WHAT IS NEEDED: Using the exact wording, repeat every line of the material.

EXTRACTED RECORDS:
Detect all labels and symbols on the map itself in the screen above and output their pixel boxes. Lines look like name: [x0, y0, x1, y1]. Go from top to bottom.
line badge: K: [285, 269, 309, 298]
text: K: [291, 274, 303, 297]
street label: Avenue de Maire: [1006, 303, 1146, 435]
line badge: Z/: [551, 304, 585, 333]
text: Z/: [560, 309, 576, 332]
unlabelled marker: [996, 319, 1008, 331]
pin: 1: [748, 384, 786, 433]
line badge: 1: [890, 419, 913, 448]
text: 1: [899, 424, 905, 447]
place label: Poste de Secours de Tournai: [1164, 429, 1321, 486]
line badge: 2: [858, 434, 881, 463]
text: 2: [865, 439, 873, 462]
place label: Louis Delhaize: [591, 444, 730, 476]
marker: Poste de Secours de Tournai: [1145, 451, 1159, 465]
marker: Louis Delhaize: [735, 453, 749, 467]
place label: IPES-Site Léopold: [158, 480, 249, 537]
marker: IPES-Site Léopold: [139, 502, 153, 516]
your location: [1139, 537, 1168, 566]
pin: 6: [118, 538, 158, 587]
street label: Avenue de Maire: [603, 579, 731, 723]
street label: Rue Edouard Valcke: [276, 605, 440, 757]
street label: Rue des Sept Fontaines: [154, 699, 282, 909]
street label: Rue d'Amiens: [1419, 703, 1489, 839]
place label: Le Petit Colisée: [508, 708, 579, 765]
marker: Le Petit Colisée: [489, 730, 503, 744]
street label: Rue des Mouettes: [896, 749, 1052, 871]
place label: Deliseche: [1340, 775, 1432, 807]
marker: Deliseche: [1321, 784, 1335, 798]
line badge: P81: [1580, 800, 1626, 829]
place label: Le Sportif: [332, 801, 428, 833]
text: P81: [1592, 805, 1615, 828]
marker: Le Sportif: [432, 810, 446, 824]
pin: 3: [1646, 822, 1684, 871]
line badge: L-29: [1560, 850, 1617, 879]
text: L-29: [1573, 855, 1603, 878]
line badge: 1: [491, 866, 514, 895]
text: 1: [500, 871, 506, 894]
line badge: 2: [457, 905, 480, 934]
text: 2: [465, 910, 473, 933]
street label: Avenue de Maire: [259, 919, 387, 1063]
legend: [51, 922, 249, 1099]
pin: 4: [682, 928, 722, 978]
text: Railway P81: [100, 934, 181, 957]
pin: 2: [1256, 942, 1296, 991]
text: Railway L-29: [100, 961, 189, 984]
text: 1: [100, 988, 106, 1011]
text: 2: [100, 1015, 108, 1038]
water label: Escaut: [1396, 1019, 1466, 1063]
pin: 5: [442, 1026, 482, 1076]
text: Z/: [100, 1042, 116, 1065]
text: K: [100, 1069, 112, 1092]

WRITTEN REPLY:
Detect all labels and symbols on the map itself in the screen above and output their pixel boxes. Lines look like name: [x0, y0, x1, y1]. Go from top to bottom.
line badge: K: [285, 269, 309, 298]
text: K: [291, 274, 303, 297]
street label: Avenue de Maire: [1006, 303, 1146, 435]
line badge: Z/: [551, 304, 585, 333]
text: Z/: [560, 309, 576, 332]
unlabelled marker: [996, 319, 1008, 331]
pin: 1: [748, 384, 786, 433]
line badge: 1: [890, 419, 913, 448]
text: 1: [899, 424, 905, 447]
place label: Poste de Secours de Tournai: [1164, 429, 1321, 486]
line badge: 2: [858, 434, 881, 463]
text: 2: [865, 439, 873, 462]
place label: Louis Delhaize: [591, 444, 730, 476]
marker: Poste de Secours de Tournai: [1145, 451, 1159, 465]
marker: Louis Delhaize: [735, 453, 749, 467]
place label: IPES-Site Léopold: [158, 480, 249, 537]
marker: IPES-Site Léopold: [139, 502, 153, 516]
your location: [1139, 537, 1168, 566]
pin: 6: [118, 538, 158, 587]
street label: Avenue de Maire: [603, 579, 731, 723]
street label: Rue Edouard Valcke: [276, 605, 440, 757]
street label: Rue des Sept Fontaines: [154, 699, 282, 909]
street label: Rue d'Amiens: [1419, 703, 1489, 839]
place label: Le Petit Colisée: [508, 708, 579, 765]
marker: Le Petit Colisée: [489, 730, 503, 744]
street label: Rue des Mouettes: [896, 749, 1052, 871]
place label: Deliseche: [1340, 775, 1432, 807]
marker: Deliseche: [1321, 784, 1335, 798]
line badge: P81: [1580, 800, 1626, 829]
place label: Le Sportif: [332, 801, 428, 833]
text: P81: [1592, 805, 1615, 828]
marker: Le Sportif: [432, 810, 446, 824]
pin: 3: [1646, 822, 1684, 871]
line badge: L-29: [1560, 850, 1617, 879]
text: L-29: [1573, 855, 1603, 878]
line badge: 1: [491, 866, 514, 895]
text: 1: [500, 871, 506, 894]
line badge: 2: [457, 905, 480, 934]
text: 2: [465, 910, 473, 933]
street label: Avenue de Maire: [259, 919, 387, 1063]
legend: [51, 922, 249, 1099]
pin: 4: [682, 928, 722, 978]
text: Railway P81: [100, 934, 181, 957]
pin: 2: [1256, 942, 1296, 991]
text: Railway L-29: [100, 961, 189, 984]
text: 1: [100, 988, 106, 1011]
text: 2: [100, 1015, 108, 1038]
water label: Escaut: [1396, 1019, 1466, 1063]
pin: 5: [442, 1026, 482, 1076]
text: Z/: [100, 1042, 116, 1065]
text: K: [100, 1069, 112, 1092]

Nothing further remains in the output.